Think-tank European Leadership Network (ELN) ostrzega, że napięcia między Zachodem a Moskwą doprowadziły do sytuacji, w której NATO i wojska rosyjskie zaczęły „przygotowania na najgorsze”, o czym świadczą ostatnie manewry obu stron - podaje w środę „Financial Times”.
W środę ELN ma przedstawić szczegółowy raport w tej sprawie - informuje londyński dziennik. W dokumencie zawarta będzie analiza ostatnich manewrów, jakie przeprowadziły wojska NATO i Rosji. W opracowaniu raportu brali udział byli wojskowi, a także ministrowie spraw zagranicznych i obrony.
Europejski think-tank, z siedzibą w Londynie, zbadał krok po kroku działania wojsk podczas ćwiczeń sił rosyjskich w marcu, w którym wzięło udział 80 tys. żołnierzy, a także manewrów NATO w Polsce w Żaganiu, w których uczestniczyło 15 tys. wojskowych.

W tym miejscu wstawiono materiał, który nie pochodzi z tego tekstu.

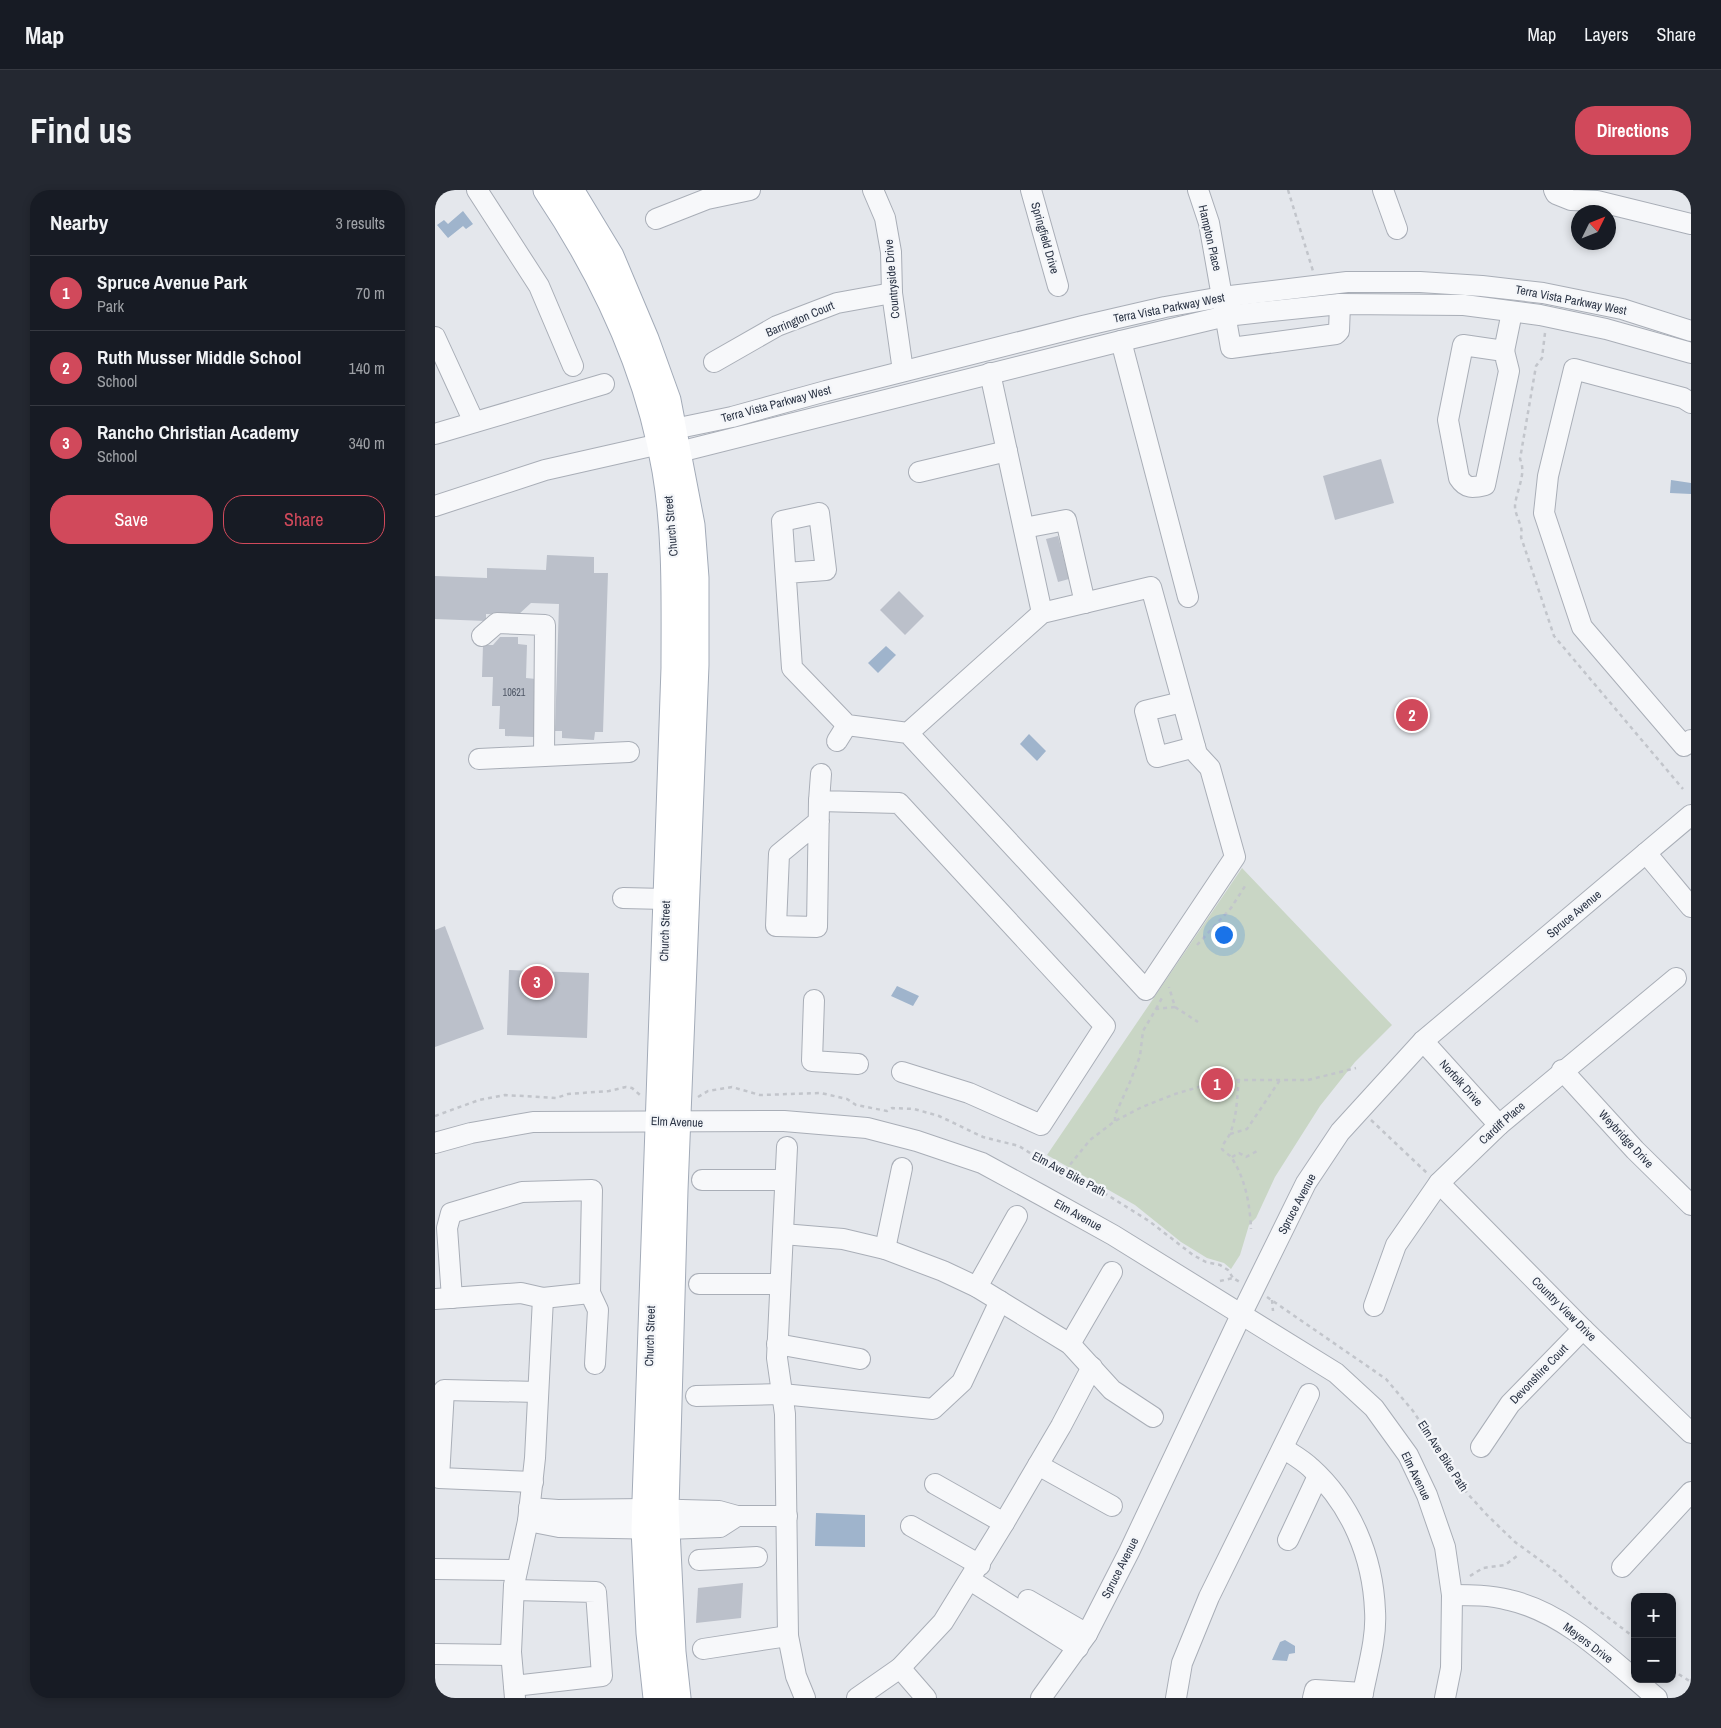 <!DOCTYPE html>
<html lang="en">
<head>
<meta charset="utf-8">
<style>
  :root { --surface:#171b24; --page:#242831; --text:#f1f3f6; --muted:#9ea1a6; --line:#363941; --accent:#d1495b }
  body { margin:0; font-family:"Archivo Narrow",sans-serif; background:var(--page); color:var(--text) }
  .controls { position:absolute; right:15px; bottom:15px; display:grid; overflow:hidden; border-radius:10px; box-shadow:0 2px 8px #0003 }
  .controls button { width:45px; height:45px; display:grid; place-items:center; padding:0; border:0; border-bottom:1px solid var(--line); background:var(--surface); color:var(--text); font:25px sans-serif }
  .compass { position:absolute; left:1136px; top:15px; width:45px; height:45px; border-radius:50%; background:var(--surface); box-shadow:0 2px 8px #0003; rotate:47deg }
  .you { position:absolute; left:788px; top:744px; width:18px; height:18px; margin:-12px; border:4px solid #fff; border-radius:50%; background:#1a73e8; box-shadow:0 0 0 8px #1a73e833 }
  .badge { display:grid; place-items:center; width:32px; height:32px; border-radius:50%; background:var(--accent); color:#fff; font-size:16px; font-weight:700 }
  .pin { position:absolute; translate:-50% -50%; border:2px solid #fff; box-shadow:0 1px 5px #0006 }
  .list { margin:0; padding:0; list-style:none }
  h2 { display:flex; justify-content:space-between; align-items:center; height:65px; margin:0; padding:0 20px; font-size:21px }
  h2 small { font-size:16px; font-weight:400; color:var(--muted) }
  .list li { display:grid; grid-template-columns:32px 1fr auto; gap:15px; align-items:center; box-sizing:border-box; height:75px; padding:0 20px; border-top:1px solid var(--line) }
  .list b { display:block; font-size:19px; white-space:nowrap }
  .list p { margin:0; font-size:16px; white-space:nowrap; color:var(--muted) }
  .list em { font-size:16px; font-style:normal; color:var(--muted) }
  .actions { display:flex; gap:10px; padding:15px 20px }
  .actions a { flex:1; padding:11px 0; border:1px solid var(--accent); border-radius:20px; text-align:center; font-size:18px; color:var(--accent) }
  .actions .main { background:var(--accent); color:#fff }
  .map { position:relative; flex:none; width:1256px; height:1508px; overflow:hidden; border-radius:20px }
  header { display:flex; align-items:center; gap:30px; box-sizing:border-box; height:70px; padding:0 25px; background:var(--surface); border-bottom:1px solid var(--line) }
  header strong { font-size:24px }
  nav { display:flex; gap:28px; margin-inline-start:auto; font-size:18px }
  .intro { display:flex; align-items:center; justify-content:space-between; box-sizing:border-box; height:120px; padding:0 30px }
  h1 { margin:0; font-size:35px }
  .button { padding:12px 22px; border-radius:20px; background:var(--accent); color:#fff; font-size:18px; font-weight:700 }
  main { display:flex; gap:30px; padding:0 30px }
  aside { flex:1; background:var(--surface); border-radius:20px; box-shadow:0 2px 8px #0003 }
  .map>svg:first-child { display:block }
  .green { fill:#c9d6c5 }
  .water { fill:#9fb4cc }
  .building { fill:#bbc0ca }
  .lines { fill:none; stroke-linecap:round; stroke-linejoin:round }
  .minor-casing { stroke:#a9aeb7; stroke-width:22 }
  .major-casing { stroke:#a3abb8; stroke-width:27 }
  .path { stroke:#c2c5cb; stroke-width:2.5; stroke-dasharray:4 4; stroke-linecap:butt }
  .minor { stroke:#f7f8fa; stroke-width:20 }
  .major { stroke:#fff; stroke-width:25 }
  .labels { text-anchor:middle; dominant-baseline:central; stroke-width:4.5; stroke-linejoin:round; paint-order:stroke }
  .number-label { font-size:10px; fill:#4f5766 }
  .street-label { font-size:12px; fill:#2b3445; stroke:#f4f6f9 }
</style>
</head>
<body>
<header>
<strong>Map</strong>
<nav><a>Map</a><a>Layers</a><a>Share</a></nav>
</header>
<div class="intro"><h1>Find us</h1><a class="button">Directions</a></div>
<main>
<aside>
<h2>Nearby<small>3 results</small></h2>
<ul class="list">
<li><span class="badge">1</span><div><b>Spruce Avenue Park</b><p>Park</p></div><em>70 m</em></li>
<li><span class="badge">2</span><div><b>Ruth Musser Middle School</b><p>School</p></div><em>140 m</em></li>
<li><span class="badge">3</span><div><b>Rancho Christian Academy</b><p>School</p></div><em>340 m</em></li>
</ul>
<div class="actions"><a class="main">Save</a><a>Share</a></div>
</aside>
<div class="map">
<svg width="1256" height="1508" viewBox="0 0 1256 1508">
  <rect width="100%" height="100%" fill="#e4e7ec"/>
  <!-- green -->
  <polygon class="green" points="807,678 957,835 920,872 885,916 840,987 821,1028 814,1035 805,1065 796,1079 789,1073 772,1068 746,1052 700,1015 612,965"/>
  <!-- water -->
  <g class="water">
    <polygon points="28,21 38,34 31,39 28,36 13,48 2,35 9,30 13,34"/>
    <polygon points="1236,290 1256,293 1256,304 1235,303"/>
    <polygon points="451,456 461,465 443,483 433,473"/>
    <polygon points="594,544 611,561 602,571 585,554"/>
    <polygon points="462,796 484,806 478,816 456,806"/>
    <polygon points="381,1323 430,1325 430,1357 380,1356"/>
    <polygon points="850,1450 860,1456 860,1463 854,1464 852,1471 837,1470 845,1452"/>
  </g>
  <!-- building -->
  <g class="building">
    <polygon points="946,269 959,313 900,330 888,286"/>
    <polygon points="623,346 634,389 623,392 611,349"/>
    <polygon points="112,365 159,367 159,383 173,383 168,542 160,542 159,550 127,548 127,541 120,541 124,414 96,413 83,425 51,424 51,431 0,429 0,386 52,388 52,378 111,380"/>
    <polygon points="464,401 489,426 470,445 445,420"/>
    <polygon points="65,447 83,447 83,454 92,455 91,488 101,489 99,547 70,546 70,539 64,539 65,516 57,516 58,487 47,487 48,455 58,455"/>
    <polygon points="10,736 49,839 0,857 0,740"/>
    <polygon points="74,780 154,783 152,848 72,845"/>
    <polygon points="308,1393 306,1428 261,1433 263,1398"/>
  </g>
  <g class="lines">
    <defs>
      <g id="minor">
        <polyline points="42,0 104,96 138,176"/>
        <polyline points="438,0 450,28 456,62 457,103 468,181"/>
        <polyline points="596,0 623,96"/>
        <polyline points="763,0 774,33 796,158 901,144 904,141 905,114"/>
        <polyline points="948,0 962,39"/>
        <polyline points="1119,0 1121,4 1136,10 1162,11 1256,34"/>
        <polyline points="221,29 272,9 315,0"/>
        <polyline points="0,147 39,232"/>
        <polyline points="686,151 753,407"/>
        <path d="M1028,155L1069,161L1074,181L1050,295C1038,298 1031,299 1024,288L1013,230Z"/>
        <polyline points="1069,161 1077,122"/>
        <polyline points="279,172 342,136 402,113 457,103"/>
        <polyline points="555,183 607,423"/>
        <polyline points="1256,213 1248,208 1139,179 1113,286 1109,323 1147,437 1249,556 1256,550"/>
        <polyline points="0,244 169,194"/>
        <polyline points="230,256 244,262 686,151 791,126 827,122 905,114 1029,115 1105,125 1171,139 1256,163"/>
        <polyline points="484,282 572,261"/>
        <polyline points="0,316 110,280 225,254 239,239 297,227 391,201 648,136 730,117 787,107 912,92 985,92 1047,96 1108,103 1187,119 1256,141"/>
        <polyline points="589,338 631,330 650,413"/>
        <polyline points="351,383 391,380 384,323 347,331 357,478 412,535 473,543 607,423 716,397 762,564 775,578 800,667 711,800 473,543"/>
        <polyline points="47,446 62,433 110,435 109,566"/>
        <polyline points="747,512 710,521 722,567 760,557"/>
        <polyline points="402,551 412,535"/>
        <polyline points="44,569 194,562"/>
        <polyline points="386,584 384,611 464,613 670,836 606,935 534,903 467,882"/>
        <polyline points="384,631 344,664 341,736 382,737 384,611"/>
        <polyline points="1211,663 1256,717"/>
        <polyline points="188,708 230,709"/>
        <polyline points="379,810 377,871 423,874"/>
        <polyline points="988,851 1064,935"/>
        <polyline points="1127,880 1200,960 1256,1015"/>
        <polyline points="0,953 36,943 98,932 349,931 432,938 482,951 547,973 606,1005 678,1045 901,1183 939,1218 973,1265 992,1305 1010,1357 1017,1405 1016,1478 1010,1508"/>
        <polyline points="352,957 342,1168 350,1224 353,1446 361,1486 370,1508"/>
        <polyline points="267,990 350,990"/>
        <polyline points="1004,993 1148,1139 1256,1243"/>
        <polyline points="348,1044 408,1049 450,1059 508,1081 542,1097 635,1154 677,1200 718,1227"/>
        <polyline points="450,1059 467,978"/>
        <polyline points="264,1094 345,1094"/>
        <polyline points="542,1097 582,1026"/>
        <polyline points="155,1103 163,1120 160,1174"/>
        <polyline points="17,1108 12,1038 16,1023 87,1002 157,1000 155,1103 108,1108"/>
        <polyline points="0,1109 86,1103 108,1108 100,1268 93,1331 79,1395 76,1462 80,1508"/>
        <polyline points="939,1116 961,1055 1004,993 1064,935 1241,788"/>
        <polyline points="342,1154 425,1169"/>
        <polyline points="635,1154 677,1082"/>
        <polyline points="261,1206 347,1204 498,1219 527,1192 565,1111"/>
        <polyline points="1046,1257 1075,1214 1148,1139"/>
        <path d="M848,1258C857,1264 868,1270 876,1278C916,1314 938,1367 940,1421C942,1449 932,1480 927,1508"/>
        <polyline points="603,1275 677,1316"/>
        <polyline points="98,1292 4,1288 9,1200 103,1202"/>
        <polyline points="500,1294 569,1333"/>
        <polyline points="94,1318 123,1320 210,1319 284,1321 302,1326 352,1326"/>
        <polyline points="93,1331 124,1337 232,1339 285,1337 302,1326"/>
        <polyline points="476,1336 545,1375"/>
        <polyline points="853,1350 883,1286"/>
        <polyline points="264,1370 322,1367"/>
        <polyline points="1187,1377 1256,1302"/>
        <polyline points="0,1379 82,1380"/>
        <polyline points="535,1390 643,1458"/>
        <polyline points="79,1400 161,1402 167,1486 79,1496"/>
        <path d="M1017,1405C1036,1405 1055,1405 1074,1410C1132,1423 1178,1472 1222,1508"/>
        <polyline points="593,1410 652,1444"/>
        <polyline points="268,1459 353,1446"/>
        <polyline points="0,1464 76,1465"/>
        <polyline points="465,1478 491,1508"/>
        <polyline points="422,1508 465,1478 508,1432 569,1333 626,1236 657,1177"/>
        <polyline points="606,1508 652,1444 694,1362 807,1123 871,993 905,942 988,851 1256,625"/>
        <polyline points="741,1508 747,1473 774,1407 874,1204"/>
        <polyline points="878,1508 880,1500 928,1503"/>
      </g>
      <g id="major">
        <path d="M111,0C168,85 213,180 230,281C241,346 239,412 239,478L209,1339L214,1443L221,1508"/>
        <polyline points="136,0 176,66 211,149 233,210 257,335 261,388 261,475 240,1000 231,1319 238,1462 243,1508"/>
      </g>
    </defs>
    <!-- minor casing -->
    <use href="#minor" class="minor-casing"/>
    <!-- major casing -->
    <use href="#major" class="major-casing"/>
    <!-- path -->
    <g class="path">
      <polyline points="853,0 878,81"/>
      <path d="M1110,143L1107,168L1101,176L1085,269C1092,284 1081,301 1080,316C1080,327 1089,336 1086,347L1119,446L1248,599"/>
      <polyline points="762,755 796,718 812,693"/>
      <polyline points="740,817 763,832"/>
      <polyline points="721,819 728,806"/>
      <path d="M804,889C802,907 802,925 796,941C794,948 788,952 787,959C790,963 796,965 798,970C811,991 815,1016 816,1039"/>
      <polyline points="263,907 273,901 297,897 325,905 386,903 412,909 421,915 452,921 457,918 479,919 504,926 548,947 584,956 617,977 658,996 714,1031 758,1065 771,1072 785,1075 793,1080 798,1088"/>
      <polyline points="0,926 44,910 70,905 121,908 133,904 174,901 191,897 197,898 205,905"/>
      <polyline points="936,930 992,983"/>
      <polyline points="680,931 680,925 695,892 705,866 708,841 721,819 740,817 734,797"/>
      <polyline points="795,944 812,939 845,890"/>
      <polyline points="797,967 804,963 811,967 824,960"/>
      <polyline points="625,987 655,950 680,931 707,917 740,904 788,890 873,890 921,878"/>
      <polyline points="785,1091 798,1088 805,1092"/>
      <polyline points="832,1107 951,1189 978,1221 1032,1303 1052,1325 1080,1352 1120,1381 1158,1416 1200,1448"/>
      <polyline points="837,1110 838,1121"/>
      <polyline points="1035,1386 1048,1378 1070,1375 1082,1366"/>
      <polyline points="1237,1480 1256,1492"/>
    </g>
    <!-- minor -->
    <use href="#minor" class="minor"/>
    <!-- major -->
    <use href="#major" class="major"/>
  </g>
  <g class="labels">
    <!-- number labels -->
    <g class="number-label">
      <text x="79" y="502">10621</text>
    </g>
    <!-- street labels -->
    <g class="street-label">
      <text transform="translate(610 48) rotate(74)">Springfield Drive</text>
      <text transform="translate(775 48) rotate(77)">Hampton Place</text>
      <text transform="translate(457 89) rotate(-95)">Countryside Drive</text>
      <text transform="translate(1136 110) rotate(11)">Terra Vista Parkway West</text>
      <text transform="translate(734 118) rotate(-11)">Terra Vista Parkway West</text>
      <text transform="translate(365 129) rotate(-23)">Barrington Court</text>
      <text transform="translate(341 214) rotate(-15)">Terra Vista Parkway West</text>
      <text transform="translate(236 336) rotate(-95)">Church Street</text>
      <text transform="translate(1139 724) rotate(-40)">Spruce Avenue</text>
      <text transform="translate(230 741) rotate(-88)">Church Street</text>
      <text transform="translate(1026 893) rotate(48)">Norfolk Drive</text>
      <text transform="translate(242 932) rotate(2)">Elm Avenue</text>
      <text transform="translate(1067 933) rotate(-42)">Cardiff Place</text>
      <text transform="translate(1191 949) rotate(47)">Weybridge Drive</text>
      <text transform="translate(634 984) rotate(28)">Elm Ave Bike Path</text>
      <text transform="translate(862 1014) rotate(-62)">Spruce Avenue</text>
      <text transform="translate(643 1025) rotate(29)">Elm Avenue</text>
      <text transform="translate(1129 1119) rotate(45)">Country View Drive</text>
      <text transform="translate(215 1146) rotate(-88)">Church Street</text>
      <text transform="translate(1104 1184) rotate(-46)">Devonshire Court</text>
      <text transform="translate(1008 1266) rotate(57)">Elm Ave Bike Path</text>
      <text transform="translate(981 1286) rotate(64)">Elm Avenue</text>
      <text transform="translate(685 1378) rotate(-63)">Spruce Avenue</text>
      <text transform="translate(1153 1453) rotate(37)">Meyers Drive</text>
    </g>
  </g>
</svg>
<div class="controls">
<button>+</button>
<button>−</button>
</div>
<svg class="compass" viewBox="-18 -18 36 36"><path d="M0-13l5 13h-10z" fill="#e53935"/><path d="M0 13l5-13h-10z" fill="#9ea1a6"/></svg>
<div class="you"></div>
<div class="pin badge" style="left:782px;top:894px">1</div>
<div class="pin badge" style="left:977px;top:525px">2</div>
<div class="pin badge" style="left:102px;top:792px">3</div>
</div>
</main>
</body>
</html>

W ciągu ostatnich 18 miesięcy z powodu wojny w Ukrainie stosunki między Rosją, a Zachodem znacznie się pogorszyły. Jednym z aspektów konfrontacji jest zwiększony zakres i wielkość ćwiczeń wojskowych prowadzonych zarówno przez Rosję, jak i NATO
—czytamy we wstępie do raportu.
Rosja zwiększa gotowość bojową swych sił, wysyłając w ten sposób sygnał do NATO. Rosyjskie siły zresztą udowodniły, że potrafią się znacznie swobodniej przemieszczać niż oddziały Zachodu. Jednak NATO stara się do tego dostosować, ale nadal jest gdzieś pośrodku, traktowanie Rosji jako przeciwnika wymaga znacznie poważniejszych ćwiczeń
—ocenia analityk ELN Łukasz Kulesa. „FT” powołując się na analizy ELN zwraca uwagę, że podczas marcowych manewrów rosyjskich wykorzystane zostały siły specjalne, a także marynarka wojenna, wojska powietrzne i desantowe.
Ich skala była zdecydowanie większa od ćwiczeń przeprowadzonych przez siły Zachodu, które trenowały obronę przed scenariuszem zastosowanym wcześniej przez Rosję na Krymie i wschodzie Ukrainy. „FT” zwraca uwagę, że był to pierwszy tego typu przypadek w historii NATO.
Każda strona skupia się na wartości odstraszającej wielkich manewrów
—podkreśla Ian Kearns, dyrektor ELN. Mają one, jego zdaniem, wielkie wady.
Każde manewry są postrzegane przez drugą stronę jako prowokacja. To napędza wzajemną nieufność i nieprzewidywalność w relacjach
—dodał. W raporcie analitycy European Leadership Network wzywają obie strony do lepszej komunikacji i zwiększenia przejrzystości prowadzenia działań wojskowych. Zachęcają również na ograniczenia skali „gier wojennych” i praca nad nowym traktatem NATO-Rosja.
Autorzy raportu podkreślają, że politycy muszą okazywać więcej powściągliwości, co znacząco może przyczynić się w rozładowaniu narastającego napięcia.
W odpowiedzi na działania Rosji na Ukrainie, NATO zorganizowało w 2015 r. serię manewrów pod wspólnym kryptonimem „Allied Shield” (Sojusznicza Tarcza). Wśród nich m.in. „Noble Jump” „Saber Strike-15” na poligonach Polski, Litwy, Łotwy i Estonii; ćwiczenia „Baltops” na Bałtyku, a także ćwiczenia Sił Odpowiedzi NATO „Trident Joust”, głównie w Rumunii. Łącznie w „Allied Shield” weźmie udział ok. 15 tys. żołnierzy z 22 państw.
NATO podkreśla, że wszystkie ćwiczenia mają charakter obronny, a ich celem jest zwiększenie interoperacyjności oraz gotowości do wspólnego zaangażowania w kolektywną obronę. Zintensyfikowanie ćwiczeń wielonarodowych jest realizacją postanowień z ubiegłorocznego szczytu NATO w Newport.
Ćwiczą również Rosjanie. Ponad 80 tys. żołnierzy uczestniczyło w manewrach wojskowych na wielką skalę w marcu br. w czterech zakątkach Rosji. W ćwiczeniach brały udział okręty, obrona przeciwlotnicza i bombowce strategiczne.
W ćwiczeniach w Arktyce uczestniczy prawie 40 tys. żołnierzy, 41 okrętów nawodnych i 15 podwodnych. Przytoczony przez RIA-Nowosti rosyjski minister obrony Siergiej Szojgu oświadczył, że nowe wyzwania i zagrożenia dla bezpieczeństwa Rosji zmusiły ją do dalszego zwiększenia potencjału wojskowego.